Another aspect of terraforming ethics deals with an opposing extreme in this debate. Terraforming could be seen as a potential waste of precious materials, in light of alternative uses. Critics believe that it would constrict the growth potential of humanity by encapsulating the material inside of an astronomical object. Once the surface is terraformed and people have taken residence there, all the interior material is needed to sustain the maximum gravity potential for those inhabitants. If all of the material were utilized to produce space habitation systems, a much greater number of lives would then be supported.

==Future prospects==
The contrasts between these arguments are fully explored in the field of environmental ethics. Debates often focus on how much time and effort should be expended on investigating the possibility of any microscopic life on a planet before deciding whether to terraform, and what level of sophistication or chances for future development alien life would deserve varying levels of commitment to non-interference. Such debates have been engaged in live, between Zubrin and McKay and others, at various conferences of the Mars Society, which has made written and video records of the debates available. For example, a written account of some of these debates is available in On to Mars: Colonizing a New World, as a joint article, "Do Indigenous Martian Bacteria have Precedence over Human Exploration?" (pp. 177–182)

==Ethics of terraforming in fiction==

A fairly thorough non-fictional analysis of the ethics of terraforming is also presented under the guise of the fictional Mars trilogy by Kim Stanley Robinson, particularly between the characters Ann Clayborne and Sax Russell, with Clayborne epitomizing an ecocentric ethic of non-interference and Russell embodying the anthropocentric belief in the virtue of terraforming.
The idea of interplanetary colonization and its ethical implications are also explored by C.S. Lewis in the first book of his Space Trilogy Out of the Silent Planet published in 1938.

The plot of the 1982 film Star Trek II: The Wrath of Khan is based around the use of the so-called "Genesis Device" to create the conditions and organic building-blocks for life on previously lifeless planets.

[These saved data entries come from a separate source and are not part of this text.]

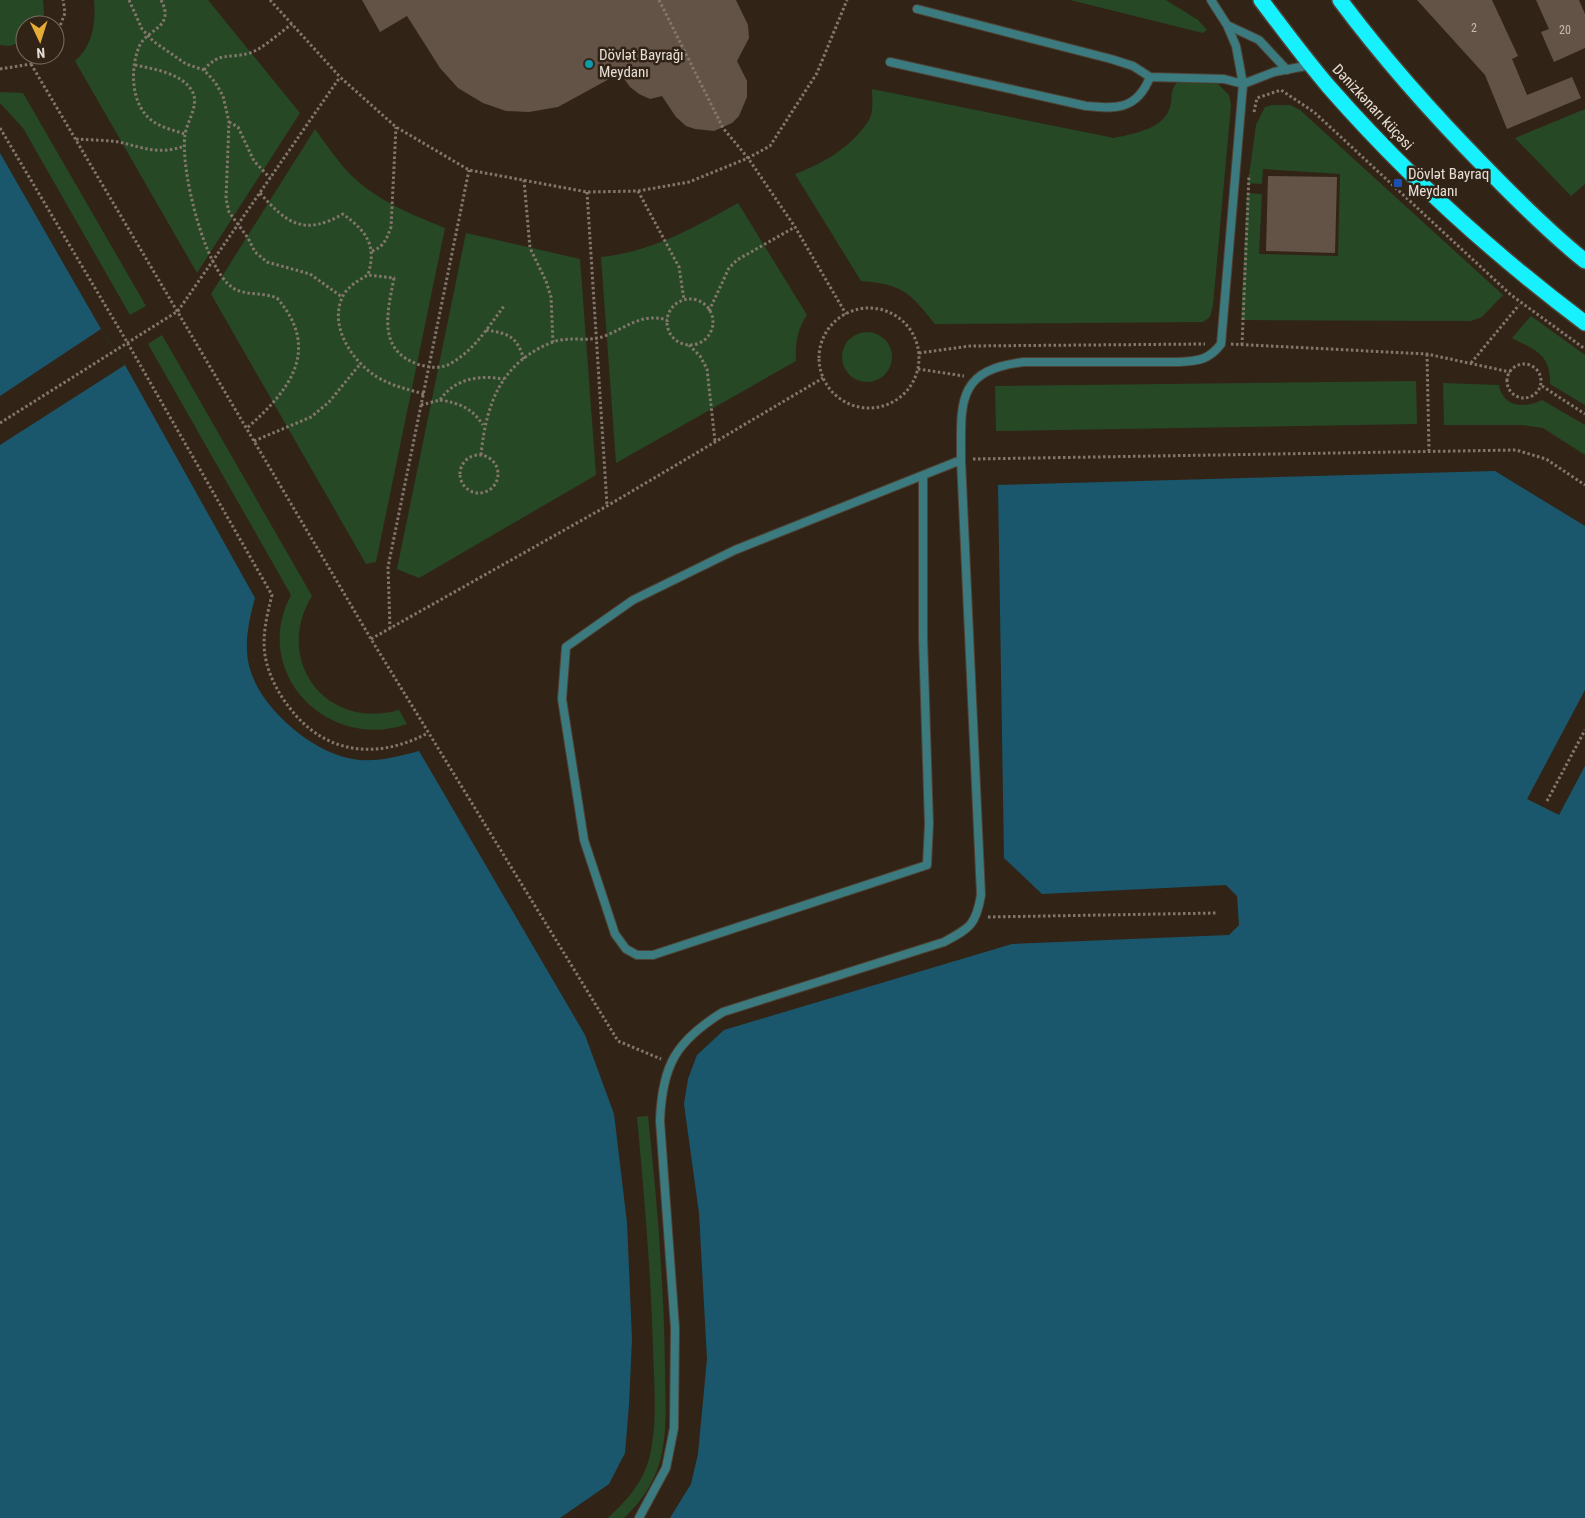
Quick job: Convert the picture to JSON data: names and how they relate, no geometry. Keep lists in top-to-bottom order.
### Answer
{
  "streets": {
    "highway": ["Dənizkənarı küçəsi"]
  },
  "places": {
    "other": ["Dövlət Bayrağı Meydanı"],
    "transit": ["Dövlət Bayraq Meydanı"]
  },
  "house_numbers": ["2", "20"],
  "north": "bottom"
}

In debating the ethics of the device, Dr. McCoy, Spock and Admiral Kirk reflect on the Device's ability to replace any existing lifeforms with "its new matrix". McCoy describes the ethics of the Device in the following terms: "According to myth, the Earth was created in six days. Now watch out - here comes Genesis! We'll do it for you in six minutes!" The technology is shown to be flawed in the 1984 sequel, Star Trek III: The Search for Spock.

Star Trek: The Next Generation dealt with terraforming. In the episode "Home Soil", terraformers are causing harm to the native lifeforms on Velara III, with disastrous consequences.

In the novel Revelation Space by Alastair Reynolds, there was a political dispute in the human colony of a fictional planet called Resurgam between a faction who were in support of terraforming the planet and another faction of archeologists who were against terraforming due to the discovery of the remains of an extinct alien civilisation on the planet and due to the fear that any attempt to terraform the planet would destroy the valuable artifacts that still might be buried underground.

The ethics of terraforming, as well as deep space colonization, are recurring themes in Firefly, in which they are compared to the issues of expansionism and imperialism in the American Old West.

In The Outer Worlds, the moon of Monarch is a planet that is improperly terraformed, which leads to the native fauna becoming bigger and more dangerous.